The fields of a dataset are:

  • Label: Label of the dataset.
  • Description: Description of the dataset.
  • ID: Internal ID of the dataset.
  • Logo: The logo of the dataset
  • License: The license of the dataset
  • Copyright details: Detailed copyright statements to be highlighted
  • Organization: Organization that publish the dataset.
  • Related Themes: Themes related to the dataset.
  • Related LandVoc Concepts: LandVoc concepts related to the dataset.

RDF types:

skos:Concept, qb:DataSet, dcat:Dataset

 

URI pattern:

http://data.landportal.info/dataset/{dataset-ID}

Values: Taxonomy: Dataset

Properties RDF predicates Predicate type (details)
Label

skos:prefLabel, dct:title, rdfs:label

literal
Description

skos:definition, dct:description, rdfs:comment

literal
ID

skos:notation, dct:identifier

literal
Organization (publisher) dct:publisher resource (Entity: Organization)
Themes dct:subject, schema:about (Drupal) resource (Entity: LandVoc Theme)
Related concepts (LandVoc) dct:subject, schema:about (Drupal) resource (Entity: LandVoc Concept)
Logo schema:image, schema:logo resource
License dct:license, schema:license resource (Entity: License)
Copyright details dc:rights literal
See Also rfds:seeAlso resource (Drupal)
Spatial coverage dct:spatial

Calculated from observations.

Spatial coverage of the dataset.

resource (Entity: Region)


Entity: Indicator

A statistical indicator is a data element that represents statistical data for a specified time, place, and other characteristics (definition from OECD). Currently, the place is limited to the country level.

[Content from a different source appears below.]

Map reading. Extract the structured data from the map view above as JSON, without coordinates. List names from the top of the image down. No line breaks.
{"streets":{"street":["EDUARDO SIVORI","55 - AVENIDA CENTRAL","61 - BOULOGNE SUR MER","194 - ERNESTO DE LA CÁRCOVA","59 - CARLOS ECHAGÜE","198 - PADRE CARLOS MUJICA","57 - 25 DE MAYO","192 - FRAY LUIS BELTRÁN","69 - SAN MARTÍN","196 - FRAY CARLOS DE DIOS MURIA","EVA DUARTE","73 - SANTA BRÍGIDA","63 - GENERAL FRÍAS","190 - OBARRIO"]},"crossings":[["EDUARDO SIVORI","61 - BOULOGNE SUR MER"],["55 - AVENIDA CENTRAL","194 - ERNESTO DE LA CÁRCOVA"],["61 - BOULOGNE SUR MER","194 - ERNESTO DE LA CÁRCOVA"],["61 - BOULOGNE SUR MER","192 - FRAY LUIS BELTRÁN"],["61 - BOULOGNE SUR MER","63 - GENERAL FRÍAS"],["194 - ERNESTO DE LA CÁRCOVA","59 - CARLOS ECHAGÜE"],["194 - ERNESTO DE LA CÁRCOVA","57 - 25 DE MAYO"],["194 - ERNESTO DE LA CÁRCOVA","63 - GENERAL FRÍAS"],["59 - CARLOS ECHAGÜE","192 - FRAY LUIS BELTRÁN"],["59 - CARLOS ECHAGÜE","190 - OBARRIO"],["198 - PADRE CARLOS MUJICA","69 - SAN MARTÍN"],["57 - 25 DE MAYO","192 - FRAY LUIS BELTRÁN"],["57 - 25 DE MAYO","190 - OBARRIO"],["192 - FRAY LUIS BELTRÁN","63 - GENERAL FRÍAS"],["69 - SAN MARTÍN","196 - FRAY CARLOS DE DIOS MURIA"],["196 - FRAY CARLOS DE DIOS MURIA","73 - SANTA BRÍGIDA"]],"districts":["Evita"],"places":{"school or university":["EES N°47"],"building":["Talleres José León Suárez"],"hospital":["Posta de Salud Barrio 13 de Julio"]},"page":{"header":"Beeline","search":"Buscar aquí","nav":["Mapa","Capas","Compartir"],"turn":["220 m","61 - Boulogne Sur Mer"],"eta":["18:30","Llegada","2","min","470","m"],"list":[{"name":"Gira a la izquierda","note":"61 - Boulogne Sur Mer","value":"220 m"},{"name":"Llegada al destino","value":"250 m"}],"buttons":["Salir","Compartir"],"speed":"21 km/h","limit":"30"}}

The fields of an indicator are:

  • Label: Label of the indicator.
  • Description: Description of the indicator.
  • Picture: Image to describe the indicator.
  • Dataset: Dataset with data of this indicator
  • ID: Internal ID of the indicator.
  • Min: Minimun possible value (integer) of the indicator.
  • Max: Maximun possible value (integer) of the indicator.
  • Measurement unit: Measurement unit, like % or hectares, of the indicator.
  • has Coded Value: The values for this indicator is taken from some controlled term list (could be characters, colors, strings, numbers...) Read more
  • High / Low: High means it is better to have a high value, low means the best value is the lowest one (like in rankings).
  • Related Themes: Themes related to the indicator.
  • Related LandVoc Concepts: LandVoc concepts related to the indicator.

RDF types:

skos:Concept, cex:Indicator

URI pattern:

http://data.landportal.info/indicator/{indicator-ID}

Values: Taxonomy: Indicator

Properties RDF predicates Predicate type (details)
Label

skos:prefLabel, dct:title, rdfs:label

literal
Description

skos:definition, dct:description, rdfs:comment

literal
ID

skos:notation, dct:identifier

literal
Dataset dct:source resource (Entity: Dataset)
Measurement unit sdmx-attribute:unitMeasure literal
Geographical focus dct:spatial, schema:spatialCoverage resource (Entity: Region)
Themes dct:subject, schema:about resource (Entity: LandVoc Theme)
Related concepts (LandVoc) dct:subject, schema:about resource (Entity: LandVoc Concept)
Picture schema:image resource
See also rdfs:seeAlso resource (Drupal)

 


Entity: Observation

An Observation represents a single indicator value for a given year and area.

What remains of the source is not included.